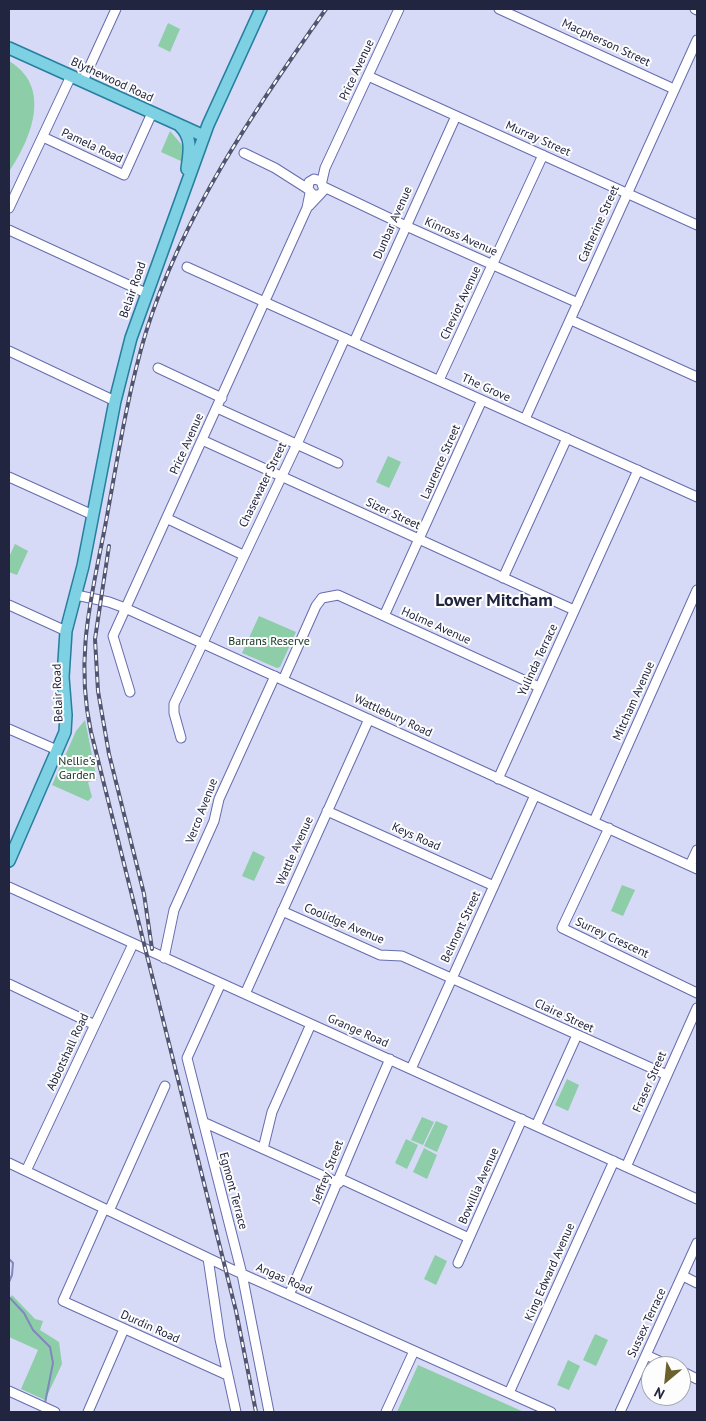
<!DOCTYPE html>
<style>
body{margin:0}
#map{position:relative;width:706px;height:1421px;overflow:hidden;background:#d6daf7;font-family:"PT Sans",sans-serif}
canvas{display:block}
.frame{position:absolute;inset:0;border:10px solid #222540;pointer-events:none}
.north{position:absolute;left:641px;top:1356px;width:50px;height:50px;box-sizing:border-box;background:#fdfdfd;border:1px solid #a5a7b1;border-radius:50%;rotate:208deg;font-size:14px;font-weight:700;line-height:20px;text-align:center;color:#222540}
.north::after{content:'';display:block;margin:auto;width:18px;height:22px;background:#6b612d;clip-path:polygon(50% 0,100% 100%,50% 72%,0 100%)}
</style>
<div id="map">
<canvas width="706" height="1421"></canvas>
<div class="frame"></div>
<div class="north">N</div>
</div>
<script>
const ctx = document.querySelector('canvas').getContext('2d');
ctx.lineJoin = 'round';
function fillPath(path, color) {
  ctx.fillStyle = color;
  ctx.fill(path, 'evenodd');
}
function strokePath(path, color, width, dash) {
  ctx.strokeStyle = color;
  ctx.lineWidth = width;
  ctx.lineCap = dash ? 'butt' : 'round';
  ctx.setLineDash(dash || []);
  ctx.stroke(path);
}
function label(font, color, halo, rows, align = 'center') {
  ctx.font = font + ' "PT Sans",sans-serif';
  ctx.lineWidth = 4;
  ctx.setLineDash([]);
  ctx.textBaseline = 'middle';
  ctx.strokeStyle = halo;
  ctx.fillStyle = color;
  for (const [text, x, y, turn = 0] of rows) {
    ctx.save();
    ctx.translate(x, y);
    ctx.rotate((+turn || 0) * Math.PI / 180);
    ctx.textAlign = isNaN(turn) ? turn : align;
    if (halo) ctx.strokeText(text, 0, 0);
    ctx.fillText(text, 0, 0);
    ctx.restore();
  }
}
fillPath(new Path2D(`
 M 168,23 L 180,29 L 170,52 L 158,46 Z
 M 9,61 C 53,87 31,139 9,172 Z
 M 170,131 L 182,145 L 183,162 L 161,152 Z
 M 388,456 L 401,462 L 389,488 L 376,482 Z
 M 15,544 L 28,551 L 17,575 L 9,572 L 9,557 Z
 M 259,616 L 296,632 L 280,667 L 277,668 L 242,653 Z
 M 85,720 L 97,780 L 88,782 L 92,797 L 88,801 L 52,785 L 76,731 Z
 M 253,851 L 265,857 L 254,881 L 242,876 Z
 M 622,885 L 635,890 L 623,916 L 611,911 Z
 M 567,1079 L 579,1085 L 568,1111 L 555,1105 Z
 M 422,1117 L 434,1122 L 423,1145 L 411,1140 Z
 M 436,1121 L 448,1126 L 437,1152 L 424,1146 Z
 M 406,1139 L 418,1145 L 407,1169 L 395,1163 Z
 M 424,1148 L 437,1155 L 427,1179 L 413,1172 Z
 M 435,1255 L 447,1261 L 436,1285 L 424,1279 Z
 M 12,1295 L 35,1319 L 43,1321 L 40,1330 L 59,1342 L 62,1364 L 45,1400 L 21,1389 L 38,1350 L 9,1337 L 9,1300 Z
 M 595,1334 L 608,1340 L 596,1366 L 583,1360 Z
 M 568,1360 L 580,1366 L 569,1390 L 557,1385 Z
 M 418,1365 L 524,1412 L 397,1412 Z`), '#8dcda8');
strokePath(new Path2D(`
 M 9,1259 L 13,1263 L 12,1275 L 9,1282
 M 9,1297 L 24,1313 L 33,1330 L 50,1347 L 53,1363 L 45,1403`), '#8088be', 2);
const minor = new Path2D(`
 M 499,9 L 674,89
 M 695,9 L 697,10
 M 368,76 L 697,225
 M 83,81 L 116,9
 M 43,137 L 124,175 L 152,113
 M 244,153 L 275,168 L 308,189
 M 322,181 L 325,168 L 399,9
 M 324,187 L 406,226 L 578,303
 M 309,206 L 324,190 L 321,181 L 314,179 L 309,182 L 308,189 L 313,195 L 318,195
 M 9,208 L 71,76
 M 9,230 L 146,293
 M 187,267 L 697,497
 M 571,320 L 697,377
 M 354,342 L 456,116
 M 9,351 L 115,401
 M 158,368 L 222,398
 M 439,380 L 543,155
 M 217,408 L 338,463
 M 525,419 L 697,40
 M 202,440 L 574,610
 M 9,477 L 93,515
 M 168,519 L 243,555
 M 503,578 L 567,438
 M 76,595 L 109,602 L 125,608 L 697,869
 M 9,605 L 66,631
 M 384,616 L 482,400
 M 283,680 L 316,606 L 322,598 L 338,595 L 539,687
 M 130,692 L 113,636 L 307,208 L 310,193
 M 9,729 L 57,750
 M 181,738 L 174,713 L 174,704 L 297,444 L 345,338
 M 498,779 L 638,470
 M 327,811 L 494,886
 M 594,821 L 697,590
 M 609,828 L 562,928 L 697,993
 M 690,865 L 697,850
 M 9,887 L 697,1199
 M 282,911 L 380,955 L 402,956 L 667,1075
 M 164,958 L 174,910 L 214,821 L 219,799 L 275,676
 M 221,983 L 187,1058 L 242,1274 L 269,1412
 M 9,984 L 95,1025
 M 245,994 L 369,719
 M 411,1069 L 535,795
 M 203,1122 L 339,1183
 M 536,1126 L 577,1035
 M 263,1149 L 272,1112 L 311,1024
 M 9,1163 L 229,1268 L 551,1412
 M 626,1167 L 697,1008
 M 26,1171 L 133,944
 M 339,1178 L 469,1238
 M 104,1209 L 63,1301 L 227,1375
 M 109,1211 L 165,1086
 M 208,1258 L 220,1339 L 236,1412
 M 458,1263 L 522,1119
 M 683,1276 L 697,1283
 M 289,1295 C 324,1216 355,1138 390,1059
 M 646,1355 L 670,1366
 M 681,1371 L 697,1379
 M 9,1391 L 55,1412
 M 509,1393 L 614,1161
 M 88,1412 L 124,1329
 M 386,1412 L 414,1351
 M 620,1412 L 697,1243`);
const major = new Path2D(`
 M 9,48 L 204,136
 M 180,126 C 193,138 189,153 187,169
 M 9,861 L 65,732 L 66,715 L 63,677 L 66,631 L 83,566 L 115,401 L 131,338 L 208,125 L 261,9`);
strokePath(minor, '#666cad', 11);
strokePath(major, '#267f9e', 14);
strokePath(minor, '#fff', 9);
strokePath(major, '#7ed0e3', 11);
const rail = new Path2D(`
 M 109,546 L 95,639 L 98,691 L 109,754 L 144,894 L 152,949
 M 256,1412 L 236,1311 L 91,732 C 75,658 91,599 105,527 C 117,462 127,395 146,332 C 183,214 255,109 326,9`);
strokePath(rail, '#525571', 4);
strokePath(rail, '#fdfdfd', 2, [5.5]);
label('12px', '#222540', '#fdfdfd', [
 ["Macpherson Street",606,43,25],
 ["Price Avenue",357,70,-65],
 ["Blythewood Road",112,80,25],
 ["Murray Street",538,139,24],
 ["Pamela Road",92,146,25],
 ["Dunbar Avenue",393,223,-66],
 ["Catherine Street",599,224,-66],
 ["Kinross Avenue",461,237,24],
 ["Belair Road",133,290,-71],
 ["Cheviot Avenue",461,303,-65],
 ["The Grove",486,388,24],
 ["Price Avenue",187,444,-66],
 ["Laurence Street",441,462,-66],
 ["Chasewater Street",263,485,-64],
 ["Sizer Street",393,514,25],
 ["Holme Avenue",436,626,24],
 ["Yulinda Terrace",538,660,-65],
 ["Belair Road",58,693,-92],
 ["Mitcham Avenue",634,701,-66],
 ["Wattlebury Road",393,716,25],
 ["Verco Avenue",202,811,-69],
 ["Keys Road",416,837,24],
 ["Wattle Avenue",295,851,-66],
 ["Coolidge Avenue",344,924,23],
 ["Belmont Street",461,927,-65],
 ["Surrey Crescent",612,938,25],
 ["Claire Street",564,1016,25],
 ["Grange Road",358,1031,24],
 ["Abbotshall Road",68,1052,-65],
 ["Fraser Street",650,1082,-66],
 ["Jeffrey Street",328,1172,-69],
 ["Bowillia Avenue",479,1186,-66],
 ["Egmont Terrace",233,1191,75],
 ["King Edward Avenue",550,1272,-66],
 ["Angas Road",284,1279,24],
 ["Sussex Terrace",647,1323,-65],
 ["Durdin Road",150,1327,24]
]);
label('12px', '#123221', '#fdfdfd', [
 ["Barrans Reserve",269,642],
 ["Nellie's",77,762],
 ["Garden",77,776]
]);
label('bold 18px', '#222540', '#fdfdfd', [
 ["Lower Mitcham",494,601]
]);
</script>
=====
__Exercise objective__
Using the entries above, return exactly the lines from the line with "M 354,342 L 456,116" to the line with "M 289,1295 C 324,1216 355,1138 390,1059", counting both of those lines.

__Task output__
 M 354,342 L 456,116
 M 9,351 L 115,401
 M 158,368 L 222,398
 M 439,380 L 543,155
 M 217,408 L 338,463
 M 525,419 L 697,40
 M 202,440 L 574,610
 M 9,477 L 93,515
 M 168,519 L 243,555
 M 503,578 L 567,438
 M 76,595 L 109,602 L 125,608 L 697,869
 M 9,605 L 66,631
 M 384,616 L 482,400
 M 283,680 L 316,606 L 322,598 L 338,595 L 539,687
 M 130,692 L 113,636 L 307,208 L 310,193
 M 9,729 L 57,750
 M 181,738 L 174,713 L 174,704 L 297,444 L 345,338
 M 498,779 L 638,470
 M 327,811 L 494,886
 M 594,821 L 697,590
 M 609,828 L 562,928 L 697,993
 M 690,865 L 697,850
 M 9,887 L 697,1199
 M 282,911 L 380,955 L 402,956 L 667,1075
 M 164,958 L 174,910 L 214,821 L 219,799 L 275,676
 M 221,983 L 187,1058 L 242,1274 L 269,1412
 M 9,984 L 95,1025
 M 245,994 L 369,719
 M 411,1069 L 535,795
 M 203,1122 L 339,1183
 M 536,1126 L 577,1035
 M 263,1149 L 272,1112 L 311,1024
 M 9,1163 L 229,1268 L 551,1412
 M 626,1167 L 697,1008
 M 26,1171 L 133,944
 M 339,1178 L 469,1238
 M 104,1209 L 63,1301 L 227,1375
 M 109,1211 L 165,1086
 M 208,1258 L 220,1339 L 236,1412
 M 458,1263 L 522,1119
 M 683,1276 L 697,1283
 M 289,1295 C 324,1216 355,1138 390,1059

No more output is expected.